Open data horror stories: notes for an #ODCamp pitch/session

Post: 20 October 2017

Are there risks attached to open data publication, beyond those that arise from normal publication of information on the web? What’s the risk assessment and governance framework for open data?

Or to put it more bluntly: how badly can open data go wrong? Let’s have a discussion and crowdsource some examples.

Below are a few that are already on my radar.

Open publication of spending data by councils has led to a series of data protection incidents:

In 2014 DVLA’s new online Vehicle Tax Check service had to be amended after activists pointed out that people could use it find out if their neighbours received tax concessions based on mobility-related disability. Not exactly open data, but illustrative; imagine if that had been a bulk release under an open licence.
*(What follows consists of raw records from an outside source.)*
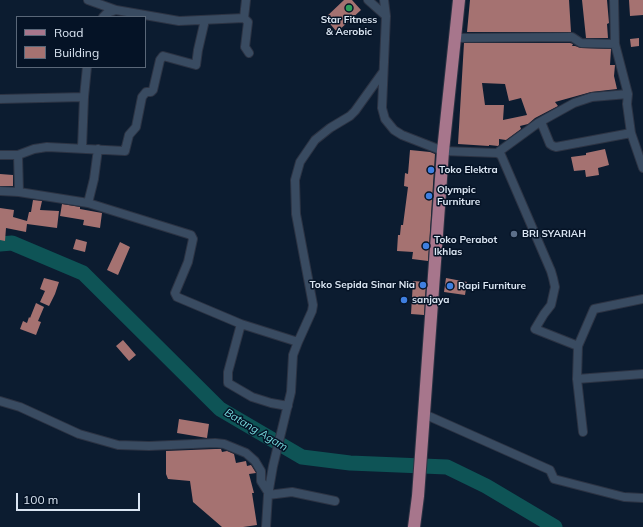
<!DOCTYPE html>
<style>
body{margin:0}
#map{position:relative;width:643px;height:527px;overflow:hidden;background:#0c1c30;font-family:Mulish,sans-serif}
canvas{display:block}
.legend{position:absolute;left:16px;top:16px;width:130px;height:52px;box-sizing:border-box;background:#051326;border:1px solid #5a6778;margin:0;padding:5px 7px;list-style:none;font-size:12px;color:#dae5f2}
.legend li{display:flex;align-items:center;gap:8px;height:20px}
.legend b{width:20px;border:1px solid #5a6778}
.scale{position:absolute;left:16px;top:493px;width:124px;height:18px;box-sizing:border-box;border:2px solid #dae5f2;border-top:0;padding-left:5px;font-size:12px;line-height:14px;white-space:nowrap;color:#dae5f2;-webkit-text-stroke:3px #051326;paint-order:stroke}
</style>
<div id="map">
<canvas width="643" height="527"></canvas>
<ul class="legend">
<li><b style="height:5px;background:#a7768c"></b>Road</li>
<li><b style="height:11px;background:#a57271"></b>Building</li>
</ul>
<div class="scale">100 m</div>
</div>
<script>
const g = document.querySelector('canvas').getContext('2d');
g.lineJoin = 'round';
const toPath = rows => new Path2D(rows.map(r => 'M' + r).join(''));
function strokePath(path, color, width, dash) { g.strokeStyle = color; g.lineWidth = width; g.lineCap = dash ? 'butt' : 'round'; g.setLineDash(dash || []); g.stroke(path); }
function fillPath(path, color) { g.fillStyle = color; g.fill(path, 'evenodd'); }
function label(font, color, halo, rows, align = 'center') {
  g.font = font + ' Mulish,sans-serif'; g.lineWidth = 3; g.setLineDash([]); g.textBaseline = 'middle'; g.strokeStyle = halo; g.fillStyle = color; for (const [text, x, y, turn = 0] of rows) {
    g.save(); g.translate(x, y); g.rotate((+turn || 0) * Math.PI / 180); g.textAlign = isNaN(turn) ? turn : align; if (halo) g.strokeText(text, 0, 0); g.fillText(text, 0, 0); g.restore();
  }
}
strokePath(toPath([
 [0,244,12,243,83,273,220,409,302,457,350,463,447,467,486,486,555,527]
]), '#0e5456', 15);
fillPath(toPath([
 [344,0,352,0,361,10,337,32,325,18],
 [470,0,569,0,571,32,467,32],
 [582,0,607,0,609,23,607,24,608,38,586,38],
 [629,0,643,0,643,15,630,16],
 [639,38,639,46,631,47,630,39],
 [464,43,570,43,573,44,572,46,575,46,581,48,611,49,610,65,615,65,614,76,617,89,591,92,555,102,558,106,535,118,528,124,520,126,521,129,506,140,499,139,499,145,498,146,489,145,489,146,458,144],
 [482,83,505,84,509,101,521,98,527,115,503,120,504,105,485,105],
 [605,149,609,165,598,168,599,175,586,177,585,170,574,171,571,157,586,155,586,153],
 [410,150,430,152,435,154,428,261,412,259,413,252,397,251,398,235,400,235,401,225,403,225,408,187,404,186,405,173,408,174],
 [0,174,13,175,13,186,0,186],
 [33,200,42,201,40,210,59,211,57,228,27,224,26,232,6,228,5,241,0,240,0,208,14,210,13,217,27,221,29,212,31,212],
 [62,204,80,207,80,209,102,213,100,228,83,225,84,220,60,216],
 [76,239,87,242,85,252,73,249],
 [120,242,130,247,118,275,107,270],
 [44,278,59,282,55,294,49,306,40,302,45,291,40,289],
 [446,278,467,282,465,295,444,292],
 [413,281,426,282,424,315,411,314],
 [36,303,44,307,38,321,41,322,36,335,20,329,23,321,27,323,29,317,30,318],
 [123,340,136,355,129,361,116,346],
 [179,419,209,424,207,438,177,433],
 [215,449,221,449,222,452,227,451,234,454,236,463,246,461,247,466,251,465,256,473,249,474,254,493,252,493,257,525,243,527,222,527,193,502,190,481,168,479,166,474,166,451]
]), '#a57271');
const street = toPath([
 [88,0,116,10,179,21,244,18],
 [246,0,244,18,248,22,245,47,249,53],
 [368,0,386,16,382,108,385,119,394,130,402,135,443,151,497,153,538,123,574,103,592,97,628,94],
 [384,0,386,16],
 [614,0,615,44,628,94,627,104,631,133,643,168],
 [103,17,107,13,116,10],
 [455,38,572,37,581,43,615,44],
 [0,99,84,97],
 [541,122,550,144,553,146,556,147,631,133],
 [82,148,84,97,87,67],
 [497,153,501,155,551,271,553,278,555,287,551,305,544,314,535,329,578,346],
 [0,155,18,155,34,149,47,147,125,151,129,135,136,127,142,97,146,92,151,92,153,90,160,60,163,56,196,65,198,50,205,20],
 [18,155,19,192],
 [0,191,19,192,88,203,191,235,193,239,188,262,175,293,177,297,241,324,228,372,228,383,252,397,271,403,288,406],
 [88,203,94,179,98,149],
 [241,324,298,342],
 [577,379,643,374],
 [0,401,20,407,79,434,118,445,149,446,215,443,224,444,246,453,255,461,261,471,261,481,268,492],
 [424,414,550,470,554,479,624,497,643,498],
 [583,432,577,379,578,346,594,309,643,299],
 [268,495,292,492,335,501],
 [266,527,268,495,273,466,291,392,293,355,298,342,312,311,313,305,296,214,295,180,300,162,315,140,330,128,350,116,355,111,383,72]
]);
const primary = toPath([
 [414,527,418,496,443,151,459,0]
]);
strokePath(street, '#2c3343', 10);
strokePath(primary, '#2c3343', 14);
strokePath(street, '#394b61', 8);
strokePath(primary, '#a7768c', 12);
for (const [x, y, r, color] of [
 [349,8,4,"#2e9e5b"],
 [431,170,4,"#3f7fe0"],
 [429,196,4,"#3f7fe0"],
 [514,234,4,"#5c6f8a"],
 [426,246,4,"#3f7fe0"],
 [423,285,4,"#3f7fe0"],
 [450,286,4,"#3f7fe0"],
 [404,300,4,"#3f7fe0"]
]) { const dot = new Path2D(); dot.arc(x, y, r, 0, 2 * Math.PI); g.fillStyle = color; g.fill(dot); strokePath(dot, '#051326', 1.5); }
label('bold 10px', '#dae5f2', '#051326', [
 ["Star Fitness",349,20,"center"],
 ["& Aerobic",349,32,"center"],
 ["Toko Elektra",439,170],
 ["Olympic",437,190],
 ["Furniture",437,202],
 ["BRI SYARIAH",522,234],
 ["Toko Perabot",434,240],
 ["Ikhlas",434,252],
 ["Toko Sepida Sinar Nia",415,285,"right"],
 ["Rapi Furniture",458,286],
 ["sanjaya",412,300]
], 'left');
label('italic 11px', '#76dbdd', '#051326', [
 ["Batang Agam",256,430,31]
]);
</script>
In May 2016 an NHS trust was fined £185,000 after it mistakenly published data about 6,574 members of staff in a spreadsheet of equality and diversity metrics.

In May 2017 a “routine security review” discovered that a file containing names, email addresses and hashed passwords of registered Data.go.uk users had been publicly accessible online since July 2015.

Earlier this year Land Registry finally admitted that its widely used Price Paid Data, released as open data in 2013, contains non-open address data. This followed an earlier admission that ICO had advised Land Registry in 2012 that house prices were probably personal data. What’s the potential fallout from that for long-term re-users of Price Paid Data?

And a couple of examples from the US:

Most of the above examples relate to inadvertent exposure of personal data, and arguably the same risks arise from access to information releases under FOI/EIR. But can open data publication exacerbate those risks?

Open data is bulk, perpetual, and specifically intended for distribution and re-use. By design there’s no way to practically track down and notify all the recipients of an open dataset. (Is Article 19 of GDPR relevant here?)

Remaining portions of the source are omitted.